Trudeau also reiterated his desire to see to see Canada's embassy reopen in Tehran, but said that re-establishing relations with Iran is a long process that is just beginning.

Liberals' ISIS mission ‘probably riskier,' PM says

The prime minister also addressed Canada's retooled mission against the so-called Islamic State and the controversial, $15-billion arms deal with Saudi Arabia.

On ISIS, Trudeau offered that the Liberal plan to end the bombing campaign and triple the number of Canadian troops on the ground training Kurdish forces was the best possible contribution to the fight.

"What if everybody else decided to stop bombing and focus on training?" Raj asked. "What makes us so different that we get to opt out and they don't?"

Canada halted its bombing mission against ISIS in Iraq and Syria in February. (Photo: Canadian Press)

Trudeau said Canadians have always been "extremely courageous" about stepping up in the face of conflict.

"And when you actually look at the risk profile, it's probably riskier to have someone on the ground, even far from the front lines in the Middle East, then over flying at 5,000 feet in a multi-million dollar aircraft," he said.

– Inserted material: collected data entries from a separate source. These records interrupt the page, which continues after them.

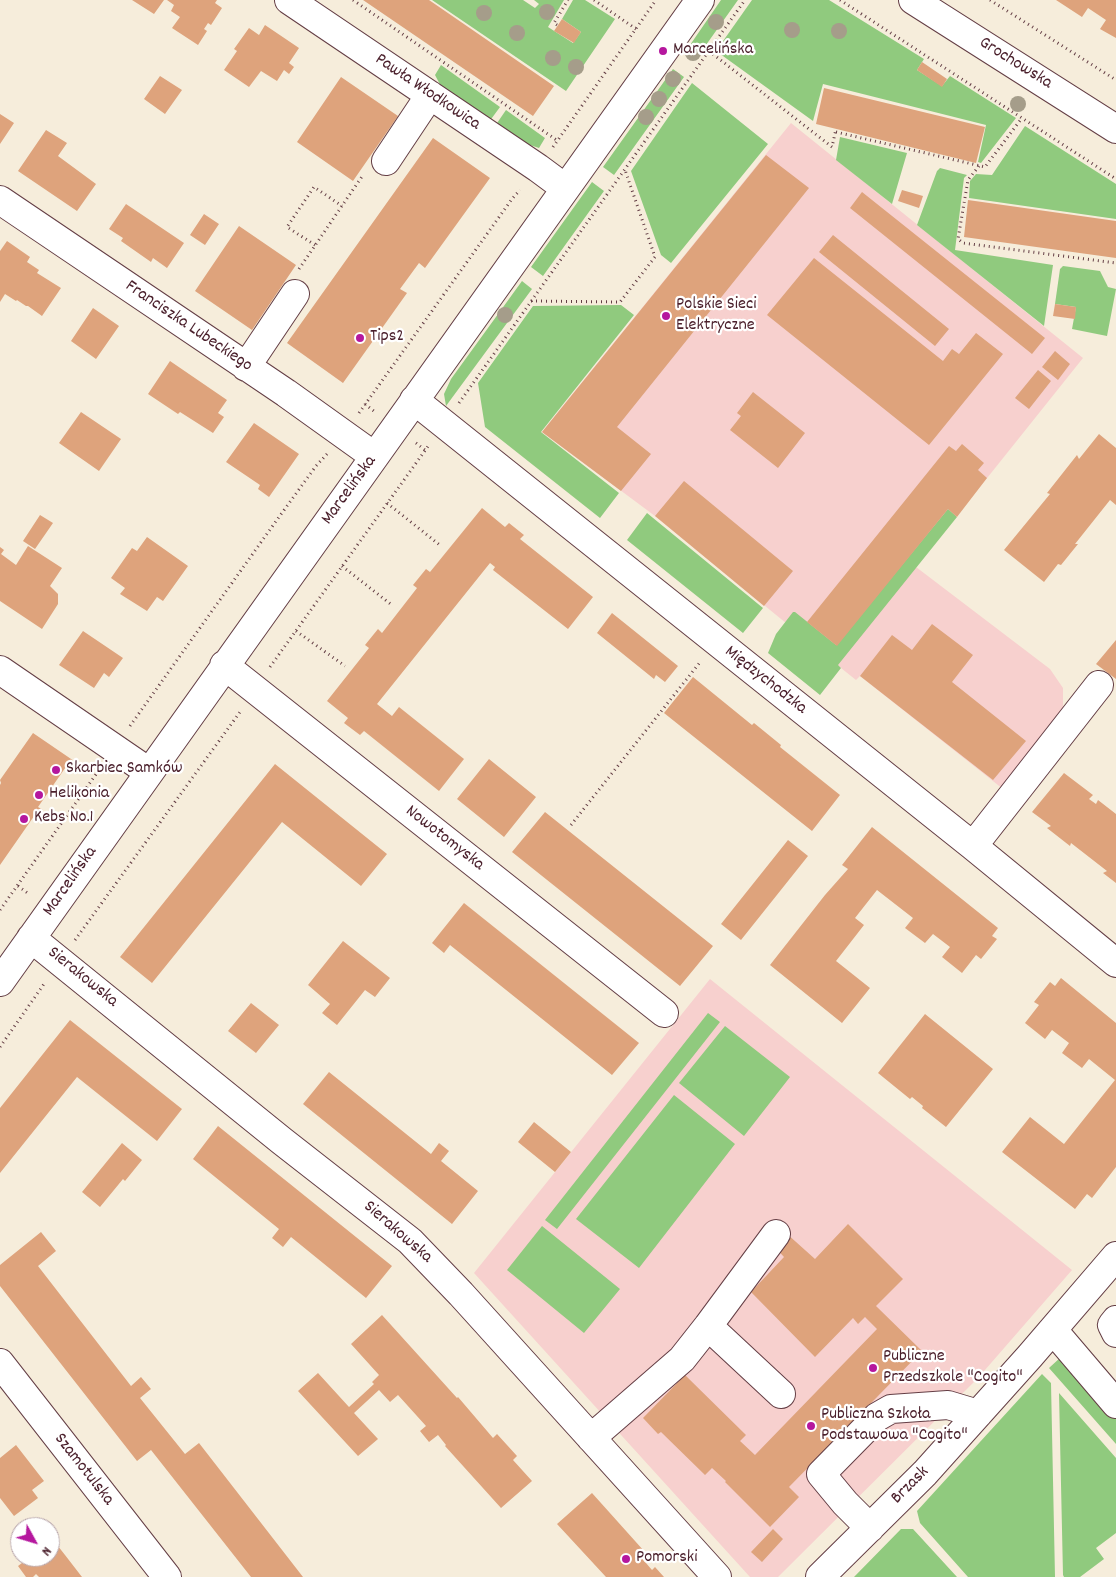 <!DOCTYPE html>
<html>
<head>
<meta charset="utf-8">
<style>
	body { margin:0 }
	#map { position:relative; width:1116px; height:1577px; overflow:hidden; background:#f6eddb; font-family:Dekko,sans-serif }
	canvas { display:block }
	.north { position:absolute; left:10px; top:1517px; width:50px; height:50px; box-sizing:border-box; background:#fff; border:1px solid #b7a5aa; border-radius:50%; rotate:129deg; font-size:14px; font-weight:700; line-height:20px; text-align:center; color:#4a1f2b }
	.north::after { content:''; display:block; margin:auto; width:18px; height:22px; background:#b5179e; clip-path:polygon(50% 0,100% 100%,50% 72%,0 100%) }
</style>
</head>
<body>
<div id="map">
<canvas width="1116" height="1577"></canvas>
<div class="north">N</div>
</div>
<script>
const c = document.querySelector('canvas').getContext('2d');
c.lineJoin = 'round';
function paint(path, color) { c.fillStyle = color; c.fill(path, 'evenodd'); }
const shape = rows => new Path2D(rows.map(r => 'M' + r).join(''));
function strokePath(path, color, width, dash) { c.strokeStyle = color; c.lineWidth = width; c.lineCap = dash ? 'butt' : 'round'; c.setLineDash(dash || []); c.stroke(path); }
function write(font, color, halo, rows, align = 'center') {
  c.font = font + ' Dekko,sans-serif'; c.lineWidth = 4.5; c.setLineDash([]); c.textBaseline = 'middle'; c.strokeStyle = halo; c.fillStyle = color; for (const [text, x, y, turn = 0] of rows) {
    c.save(); c.translate(x, y); c.rotate((+turn || 0) * Math.PI / 180); c.textAlign = isNaN(turn) ? turn : align; if (halo) c.strokeText(text, 0, 0); c.fillText(text, 0, 0); c.restore();
  }
}
paint(shape([
	[791,123,1083,358,916,567,1050,669,1063,688,1063,705,1062,714,1003,789,860,676,856,680,841,668,655,516,542,432],
	[710,979,1072,1270,978,1378,778,1577,750,1577,474,1273]
]), '#f7d0ce');
paint(shape([
	[432,0,523,0,535,8,539,4,534,0,564,0,548,27,573,43,581,32,562,19,573,0,585,0,615,19,566,91],
	[721,0,738,0,701,52,690,45],
	[752,0,829,0,924,59,917,70,942,86,950,76,1016,118,981,163,978,162,986,125,823,84,813,121,716,51],
	[441,65,500,107,489,122,444,92,435,75],
	[673,69,684,77,614,175,603,167],
	[692,83,768,144,671,263,661,255,631,171],
	[506,110,545,138,539,148,518,141,495,126],
	[1025,126,1116,184,1116,219,969,198,970,181,976,174,992,175],
	[840,137,907,153,892,204,836,160],
	[940,168,967,175,964,178,955,250,1053,265,1044,326,917,225,937,171],
	[592,182,604,191,543,276,531,267],
	[1063,266,1100,271,1108,287,1116,289,1107,336,1072,329,1076,307,1055,304,1060,269],
	[522,281,532,289,446,406,444,394,451,379],
	[621,305,634,315,541,432,619,493,600,518,485,427,478,383,533,306],
	[948,509,957,517,838,665,841,668,820,695,768,653,776,634,793,612,795,612,836,645],
	[647,513,763,608,743,633,627,540],
	[708,1013,720,1022,557,1229,545,1220],
	[725,1026,790,1077,744,1136,679,1083],
	[674,1095,735,1144,639,1268,576,1219],
	[542,1226,620,1289,584,1333,507,1270],
	[1061,1357,1116,1419,1116,1444,1049,1368],
	[1042,1374,1051,1383,1055,1577,968,1577,920,1523,917,1511],
	[1059,1393,1116,1458,1116,1533,1096,1548,1104,1559,1080,1577,1064,1577,1063,1575],
	[901,1529,913,1529,957,1577,854,1577]
]), '#90ca7e');
paint(shape([
	[132,0,164,0,154,14],
	[167,0,217,0,215,3,222,8,211,25,208,23,204,29,207,31,198,45,172,28,180,17,171,11,174,5],
	[363,0,429,0,554,86,533,116],
	[1056,0,1116,0,1116,38,1100,29,1106,20,1088,8,1082,17],
	[562,19,581,32,574,43,554,31],
	[265,25,299,48,289,63,294,67,289,74,284,70,277,81,261,71,249,87,224,70,237,51,234,49,249,28,259,35],
	[922,62,947,79,942,87,917,70],
	[160,76,182,90,165,114,144,99],
	[341,77,398,116,353,181,297,142],
	[824,88,985,127,976,163,816,124],
	[0,114,14,123,0,144],
	[46,130,67,143,58,156,96,184,77,211,18,171],
	[433,138,490,178,425,268,419,263,400,289,407,293,343,383,287,343],
	[766,155,809,188,617,427,651,454,621,491,542,432],
	[902,190,923,196,919,208,898,201],
	[862,192,1045,338,1032,354,850,208],
	[968,200,1116,221,1116,258,964,237],
	[126,204,184,243,167,268,153,258,151,262,121,241,123,238,109,229],
	[204,214,219,224,205,245,190,235],
	[239,226,296,265,252,330,195,291],
	[833,235,949,329,935,346,819,252],
	[7,241,30,257,27,262,39,270,37,273,61,288,42,316,28,306,26,306,17,300,16,301,5,294,0,302,0,251],
	[814,258,943,361,952,349,959,354,976,333,1003,354,929,445,767,315],
	[1055,304,1076,307,1075,319,1053,316],
	[93,308,119,326,96,359,71,341],
	[1055,351,1070,364,1058,380,1042,367],
	[170,361,227,400,218,413,224,417,213,433,180,412,178,414,148,394],
	[1038,370,1051,381,1029,409,1015,398],
	[753,392,805,433,778,468,730,430,741,416,737,413],
	[81,412,121,439,99,471,59,443],
	[254,423,299,454,269,497,258,489,260,485,226,462],
	[1099,434,1116,448,1116,505,1110,500,1075,544,1078,544,1061,565,1058,564,1044,582,1004,550,1050,494,1047,493,1077,455,1079,459],
	[962,444,984,463,978,470,987,478,957,517,948,509,837,646,807,622,949,446,956,451],
	[684,481,793,571,764,606,655,516],
	[482,508,505,527,509,523,524,535,520,539,593,597,568,629,493,570,495,567,490,563,377,704,392,716,399,707,464,759,439,791,364,731,360,735,344,723,348,718,327,701,369,648,365,645,378,629,382,633,417,588,413,585,426,569,430,572],
	[40,515,53,523,35,549,23,541],
	[147,537,188,566,163,601,157,597,147,611,120,594,125,588,111,578,132,548,137,551],
	[28,546,62,568,50,586,58,594,58,604,42,629,0,601,0,547,4,550,1,554,16,565],
	[612,613,678,666,665,682,656,675,654,679,597,633],
	[932,624,973,655,952,682,1026,741,993,780,860,676,892,635,912,650],
	[83,631,123,658,109,677,104,673,94,688,59,665],
	[1116,640,1116,679,1096,664],
	[693,677,752,725,754,723,781,745,780,747,840,795,812,831,664,713],
	[33,733,74,761,70,761,38,807,43,810,39,809,0,865,0,785,1,783,0,780],
	[489,759,536,797,504,837,457,799],
	[275,764,387,854,361,886,282,822,152,983,120,957],
	[1064,773,1093,795,1089,799,1096,804,1098,800,1116,814,1116,883,1103,873,1107,871,1071,843,1070,846,1047,828,1051,826,1032,812],
	[545,812,713,946,680,986,512,852],
	[872,827,998,928,992,936,997,939,981,959,976,955,962,973,942,957,950,947,933,934,925,943,905,928,913,918,877,890,855,918,864,925,836,961,870,988,842,1023,770,965,825,895,848,869,842,865],
	[788,840,808,856,741,940,721,924],
	[464,903,639,1043,612,1075,450,945,444,953,432,943],
	[343,941,390,978,375,997,365,990,337,1025,322,1013,330,1004,308,985],
	[1061,978,1116,1023,1116,1167,1092,1198,1087,1194,1075,1209,1002,1152,1030,1117,1064,1144,1115,1080,1089,1059,1082,1068,1062,1053,1069,1043,1052,1030,1045,1039,1025,1023,1039,1005,1034,1002,1050,982,1055,986],
	[251,1003,279,1025,256,1053,228,1031],
	[925,1014,993,1069,946,1127,922,1108,923,1106,912,1097,910,1099,878,1073],
	[70,1020,182,1109,157,1141,77,1077,0,1173,0,1108],
	[329,1072,431,1154,439,1143,449,1151,441,1161,478,1191,452,1224,303,1104],
	[534,1122,571,1152,555,1172,518,1142],
	[218,1126,392,1266,366,1298,291,1237,283,1247,272,1238,279,1229,193,1159],
	[122,1143,142,1160,125,1181,123,1179,100,1207,82,1192],
	[848,1224,903,1279,876,1306,922,1351,789,1487,799,1497,770,1527,725,1482,726,1481,712,1468,705,1475,661,1432,658,1434,643,1418,685,1375,746,1435,740,1441,755,1455,877,1329,865,1317,858,1324,853,1318,815,1357,751,1292,784,1257,774,1246,786,1233,815,1259],
	[41,1232,56,1251,38,1266,131,1386,141,1377,151,1389,140,1398,185,1454,199,1443,303,1577,251,1577,151,1450,137,1461,0,1286,0,1265],
	[382,1315,457,1398,458,1397,493,1438,497,1434,517,1456,513,1460,532,1481,501,1508,445,1446,446,1445,438,1435,429,1442,420,1431,426,1426,398,1395,390,1402,379,1390,354,1413,378,1439,358,1456,298,1391,318,1373,349,1407,374,1384,372,1382,379,1375,351,1344],
	[16,1445,44,1481,32,1490,38,1498,14,1516,0,1498,0,1458],
	[592,1493,644,1551,640,1556,652,1570,655,1567,664,1577,606,1577,557,1524],
	[773,1529,783,1539,762,1562,751,1552],
	[50,1536,65,1555,82,1577,39,1577,36,1574,33,1577,26,1577,18,1566,26,1560,23,1557,50,1557]
]), '#dea37c');
const minor = shape([
	[289,0,538,168,565,188],
	[913,0,1116,129],
	[386,161,430,95],
	[0,200,286,393,374,456],
	[246,367,295,294],
	[414,400,973,846,1116,963],
	[224,665,664,1013],
	[0,670,149,772],
	[973,846,1099,685],
	[31,938,282,1141,410,1241,461,1294,717,1577],
	[0,982,700,0],
	[1116,1320,1112,1325,1116,1333],
	[708,1326,781,1394],
	[1053,1330,1116,1404],
	[0,1363,167,1577],
	[591,1438,682,1359,708,1326,776,1234],
	[870,1528,845,1503,821,1474,877,1417,891,1409,948,1405,978,1414],
	[820,1577,925,1473,1030,1356,1116,1256]
]);
strokePath(minor, '#643e45', 30);
strokePath(shape([
	[353,0,558,141],
	[594,0,636,29],
	[840,0,1116,179],
	[990,0,1116,80],
	[557,25,554,23,568,0],
	[709,51,832,147,836,129],
	[836,132,985,167,1022,118],
	[553,147,656,0],
	[979,166,968,180,958,239,963,243,1116,263],
	[315,245,287,227,314,187,342,206],
	[299,269,363,175],
	[531,301,620,302,655,257,625,170],
	[459,403,745,0],
	[365,404,375,412],
	[359,413,512,199,520,190],
	[416,443,425,450],
	[387,503,441,546],
	[342,566,393,606],
	[296,631,345,666],
	[270,667,429,445],
	[130,726,279,517,316,466,327,454],
	[571,825,701,661],
	[18,886,29,894],
	[0,910,99,770],
	[75,940,240,712],
	[0,1047,44,984]
]), '#643e45', 3, [1, 4]);
strokePath(minor, '#fff', 28);
c.fillStyle = '#a59d8a';
for (const [x, y] of [
	[547,12],
	[484,13],
	[716,22],
	[792,30],
	[839,31],
	[517,33],
	[693,53],
	[553,58],
	[576,67],
	[673,79],
	[659,99],
	[1018,104],
	[646,117],
	[505,315]
]) { c.beginPath(); c.arc(x, y, 8, 0, 2 * Math.PI); c.fill(); }
for (const [x, y, r, color] of [
	[663,51,5,"#b5179e"],
	[666,316,5,"#b5179e"],
	[360,338,5,"#b5179e"],
	[56,770,5,"#b5179e"],
	[39,795,5,"#b5179e"],
	[24,819,5,"#b5179e"],
	[873,1368,5,"#b5179e"],
	[811,1426,5,"#b5179e"],
	[626,1559,5,"#b5179e"]
]) { const dot = new Path2D(); dot.arc(x, y, r, 0, 2 * Math.PI); c.fillStyle = color; c.fill(dot); strokePath(dot, '#fff', 2); }
write('18px', '#4a1f2b', '#fff', [
	["Marcelińska",673,51],
	["Polskie Sieci",676,306],
	["Elektryczne",676,327],
	["Tips2",370,338],
	["Skarbiec Samków",66,770],
	["Helikonia",49,795],
	["Kebs No.1",34,819],
	["Publiczne",883,1358],
	["Przedszkole \"Cogito\"",883,1379],
	["Publiczna Szkoła",821,1416],
	["Podstawowa \"Cogito\"",821,1437],
	["Pomorski",636,1559]
], 'left');
write('18px', '#4a1f2b', '#fff', [
	["Grochowska",1015,64,32],
	["Pawła Włodkowica",427,93,34],
	["Franciszka Lubeckiego",188,327,34],
	["Marcelińska",350,491,-54],
	["Międzychodzka",765,681,38],
	["Nowotomyska",444,839,38],
	["Marcelińska",71,882,-55],
	["Sierakowska",82,978,39],
	["Sierakowska",397,1233,41],
	["Szamotulska",83,1470,52],
	["Brzask",911,1486,-45]
]);
</script>
</body>
</html>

When asked if he would be open to engaging in airstrikes against ISIS in Libya, Trudeau said such decisions are made on a case-by-case basis.

Saudi arms deal signed under Tories

HuffPost reader Sandra Currie noted in a question to the prime minister that Canada is selling military vehicles to "one of the worst countries in the world for human rights." She sought a commitment from Trudeau that he would prevent such deals in the future.

Trudeau repeated that that the Saudi arms deal was signed under the previous government, and said that Liberals would set a "terrible precedent" by ripping it up now that they are in power.

He said his government would be transparent going forward and live up to Canada's responsibility not to sell arms to countries that have a high risk of using them against their own people.